Dataset entries:
%%
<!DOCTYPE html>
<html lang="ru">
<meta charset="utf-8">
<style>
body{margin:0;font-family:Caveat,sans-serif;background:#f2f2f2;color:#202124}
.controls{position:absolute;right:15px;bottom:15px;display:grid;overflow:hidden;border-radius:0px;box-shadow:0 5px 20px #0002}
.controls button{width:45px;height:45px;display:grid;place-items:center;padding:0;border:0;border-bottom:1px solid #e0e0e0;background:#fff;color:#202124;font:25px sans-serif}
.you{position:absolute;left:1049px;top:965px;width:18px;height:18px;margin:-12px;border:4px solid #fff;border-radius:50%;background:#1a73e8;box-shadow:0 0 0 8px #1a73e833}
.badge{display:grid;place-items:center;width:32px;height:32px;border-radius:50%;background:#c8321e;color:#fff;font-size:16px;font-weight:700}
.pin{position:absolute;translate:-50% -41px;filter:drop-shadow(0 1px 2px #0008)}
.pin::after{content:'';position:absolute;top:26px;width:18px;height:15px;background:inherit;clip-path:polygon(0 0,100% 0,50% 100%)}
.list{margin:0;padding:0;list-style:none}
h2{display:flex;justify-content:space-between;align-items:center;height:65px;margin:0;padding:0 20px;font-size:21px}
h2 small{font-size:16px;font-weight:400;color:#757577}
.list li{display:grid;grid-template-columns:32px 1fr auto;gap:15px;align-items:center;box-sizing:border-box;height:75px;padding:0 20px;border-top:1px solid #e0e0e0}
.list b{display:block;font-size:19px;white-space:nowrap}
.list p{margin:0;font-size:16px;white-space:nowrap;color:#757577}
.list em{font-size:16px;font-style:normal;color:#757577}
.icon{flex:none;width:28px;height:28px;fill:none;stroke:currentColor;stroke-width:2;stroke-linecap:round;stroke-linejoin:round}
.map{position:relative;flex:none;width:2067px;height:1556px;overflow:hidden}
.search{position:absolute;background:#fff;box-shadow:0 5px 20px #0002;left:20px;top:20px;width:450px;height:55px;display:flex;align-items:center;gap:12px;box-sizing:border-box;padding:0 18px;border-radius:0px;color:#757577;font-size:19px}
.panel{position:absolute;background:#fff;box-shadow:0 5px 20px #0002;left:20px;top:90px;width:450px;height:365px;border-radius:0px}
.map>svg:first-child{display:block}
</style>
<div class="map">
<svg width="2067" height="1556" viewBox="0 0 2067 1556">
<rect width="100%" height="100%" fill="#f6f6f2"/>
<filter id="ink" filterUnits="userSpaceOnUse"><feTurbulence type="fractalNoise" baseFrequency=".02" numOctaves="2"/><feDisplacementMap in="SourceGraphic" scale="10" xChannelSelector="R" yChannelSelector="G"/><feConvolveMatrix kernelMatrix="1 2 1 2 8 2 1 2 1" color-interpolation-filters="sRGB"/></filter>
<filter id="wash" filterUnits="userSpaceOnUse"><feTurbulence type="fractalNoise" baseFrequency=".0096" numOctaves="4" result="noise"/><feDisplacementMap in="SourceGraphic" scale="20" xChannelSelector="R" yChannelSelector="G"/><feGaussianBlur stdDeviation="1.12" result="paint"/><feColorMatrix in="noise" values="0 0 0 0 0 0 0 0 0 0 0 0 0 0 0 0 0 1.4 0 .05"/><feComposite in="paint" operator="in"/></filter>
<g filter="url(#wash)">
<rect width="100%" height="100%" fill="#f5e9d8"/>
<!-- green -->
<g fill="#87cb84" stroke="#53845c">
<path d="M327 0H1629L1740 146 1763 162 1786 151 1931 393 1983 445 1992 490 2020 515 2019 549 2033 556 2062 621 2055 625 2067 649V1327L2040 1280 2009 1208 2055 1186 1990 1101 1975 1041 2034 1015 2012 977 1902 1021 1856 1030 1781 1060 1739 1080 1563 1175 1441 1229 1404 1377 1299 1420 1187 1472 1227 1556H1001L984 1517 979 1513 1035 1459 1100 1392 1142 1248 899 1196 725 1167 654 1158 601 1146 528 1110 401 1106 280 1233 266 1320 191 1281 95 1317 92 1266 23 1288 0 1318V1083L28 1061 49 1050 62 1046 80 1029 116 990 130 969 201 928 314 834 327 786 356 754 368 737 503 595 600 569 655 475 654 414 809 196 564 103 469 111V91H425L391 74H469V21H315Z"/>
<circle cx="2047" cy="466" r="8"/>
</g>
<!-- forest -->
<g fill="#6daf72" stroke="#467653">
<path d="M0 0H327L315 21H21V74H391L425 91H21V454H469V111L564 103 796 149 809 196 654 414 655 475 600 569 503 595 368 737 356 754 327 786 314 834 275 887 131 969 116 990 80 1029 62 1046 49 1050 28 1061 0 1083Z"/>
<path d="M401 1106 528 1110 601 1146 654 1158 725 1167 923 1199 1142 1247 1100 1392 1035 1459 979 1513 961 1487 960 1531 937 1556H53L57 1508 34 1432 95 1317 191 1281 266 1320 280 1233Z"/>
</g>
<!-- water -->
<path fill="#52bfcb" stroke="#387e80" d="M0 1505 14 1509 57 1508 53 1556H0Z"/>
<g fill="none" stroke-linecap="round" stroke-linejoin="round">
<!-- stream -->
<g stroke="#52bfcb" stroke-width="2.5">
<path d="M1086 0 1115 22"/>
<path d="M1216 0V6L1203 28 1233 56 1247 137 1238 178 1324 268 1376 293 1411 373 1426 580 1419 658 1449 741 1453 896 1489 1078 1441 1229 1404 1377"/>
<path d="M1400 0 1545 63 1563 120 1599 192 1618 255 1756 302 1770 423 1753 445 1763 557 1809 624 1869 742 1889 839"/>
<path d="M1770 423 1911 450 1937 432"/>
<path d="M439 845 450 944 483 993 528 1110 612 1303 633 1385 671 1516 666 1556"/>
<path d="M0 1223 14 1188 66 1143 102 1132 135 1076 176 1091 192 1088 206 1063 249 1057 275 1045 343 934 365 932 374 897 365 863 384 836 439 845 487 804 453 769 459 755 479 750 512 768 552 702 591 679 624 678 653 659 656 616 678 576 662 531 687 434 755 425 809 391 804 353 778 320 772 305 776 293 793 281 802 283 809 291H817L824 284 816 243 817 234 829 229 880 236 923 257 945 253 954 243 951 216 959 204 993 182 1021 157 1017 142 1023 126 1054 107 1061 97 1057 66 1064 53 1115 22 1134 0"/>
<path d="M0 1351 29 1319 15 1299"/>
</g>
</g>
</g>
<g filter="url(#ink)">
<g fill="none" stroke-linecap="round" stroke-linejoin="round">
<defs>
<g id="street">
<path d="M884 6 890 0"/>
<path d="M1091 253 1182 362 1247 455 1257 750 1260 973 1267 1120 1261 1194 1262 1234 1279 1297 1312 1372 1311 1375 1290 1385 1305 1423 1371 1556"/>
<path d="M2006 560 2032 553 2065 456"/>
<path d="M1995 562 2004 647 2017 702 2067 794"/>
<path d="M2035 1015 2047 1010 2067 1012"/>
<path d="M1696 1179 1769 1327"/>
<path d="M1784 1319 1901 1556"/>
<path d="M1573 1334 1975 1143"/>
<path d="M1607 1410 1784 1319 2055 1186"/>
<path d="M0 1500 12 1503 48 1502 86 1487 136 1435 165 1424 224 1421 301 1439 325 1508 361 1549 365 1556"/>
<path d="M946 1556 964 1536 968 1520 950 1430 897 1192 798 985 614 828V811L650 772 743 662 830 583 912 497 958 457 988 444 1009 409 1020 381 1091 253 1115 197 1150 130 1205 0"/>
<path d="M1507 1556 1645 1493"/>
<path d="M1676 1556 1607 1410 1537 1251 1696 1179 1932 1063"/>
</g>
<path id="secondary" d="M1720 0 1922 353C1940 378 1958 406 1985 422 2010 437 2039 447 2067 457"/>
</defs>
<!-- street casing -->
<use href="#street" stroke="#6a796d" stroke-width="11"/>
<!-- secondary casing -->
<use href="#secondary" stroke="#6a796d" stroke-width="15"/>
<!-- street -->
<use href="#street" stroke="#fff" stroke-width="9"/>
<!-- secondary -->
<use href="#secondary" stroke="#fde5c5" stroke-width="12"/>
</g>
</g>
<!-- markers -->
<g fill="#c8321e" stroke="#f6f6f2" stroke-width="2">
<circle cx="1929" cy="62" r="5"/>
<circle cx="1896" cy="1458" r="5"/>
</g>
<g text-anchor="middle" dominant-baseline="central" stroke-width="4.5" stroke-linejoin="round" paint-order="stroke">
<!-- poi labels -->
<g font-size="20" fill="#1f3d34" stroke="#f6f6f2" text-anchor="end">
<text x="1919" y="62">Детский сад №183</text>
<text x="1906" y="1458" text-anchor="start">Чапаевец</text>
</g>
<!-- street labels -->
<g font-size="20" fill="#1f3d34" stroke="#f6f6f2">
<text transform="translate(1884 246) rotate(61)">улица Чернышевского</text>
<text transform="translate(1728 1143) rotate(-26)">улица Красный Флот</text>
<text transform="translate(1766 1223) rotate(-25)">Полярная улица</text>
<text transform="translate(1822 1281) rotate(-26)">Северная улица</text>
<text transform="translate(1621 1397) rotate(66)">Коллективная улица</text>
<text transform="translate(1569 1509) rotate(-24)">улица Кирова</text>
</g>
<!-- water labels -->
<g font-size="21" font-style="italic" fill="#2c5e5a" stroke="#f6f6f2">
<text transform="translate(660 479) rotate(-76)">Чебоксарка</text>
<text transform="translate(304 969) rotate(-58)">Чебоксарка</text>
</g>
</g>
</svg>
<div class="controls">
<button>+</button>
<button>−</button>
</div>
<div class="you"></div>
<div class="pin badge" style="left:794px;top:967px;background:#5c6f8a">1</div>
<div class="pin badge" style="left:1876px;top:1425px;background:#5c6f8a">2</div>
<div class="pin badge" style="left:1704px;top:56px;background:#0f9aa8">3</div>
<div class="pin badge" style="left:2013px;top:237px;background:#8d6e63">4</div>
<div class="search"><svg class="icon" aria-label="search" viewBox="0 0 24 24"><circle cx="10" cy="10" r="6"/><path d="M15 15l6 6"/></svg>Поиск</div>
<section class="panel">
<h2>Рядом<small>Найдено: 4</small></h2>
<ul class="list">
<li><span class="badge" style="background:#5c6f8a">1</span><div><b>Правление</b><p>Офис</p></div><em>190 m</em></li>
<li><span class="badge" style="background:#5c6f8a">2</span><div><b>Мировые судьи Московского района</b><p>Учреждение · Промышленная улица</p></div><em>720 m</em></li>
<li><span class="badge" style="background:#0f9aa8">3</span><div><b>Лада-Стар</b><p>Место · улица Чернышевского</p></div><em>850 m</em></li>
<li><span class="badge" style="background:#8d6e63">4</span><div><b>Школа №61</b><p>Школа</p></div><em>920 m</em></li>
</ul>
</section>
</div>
%%
Reading through the records above, report each line in which the string "grid" is found.

Written response:
.controls{position:absolute;right:15px;bottom:15px;display:grid;overflow:hidden;border-radius:0px;box-shadow:0 5px 20px #0002}
.controls button{width:45px;height:45px;display:grid;place-items:center;padding:0;border:0;border-bottom:1px solid #e0e0e0;background:#fff;color:#202124;font:25px sans-serif}
.badge{display:grid;place-items:center;width:32px;height:32px;border-radius:50%;background:#c8321e;color:#fff;font-size:16px;font-weight:700}
.list li{display:grid;grid-template-columns:32px 1fr auto;gap:15px;align-items:center;box-sizing:border-box;height:75px;padding:0 20px;border-top:1px solid #e0e0e0}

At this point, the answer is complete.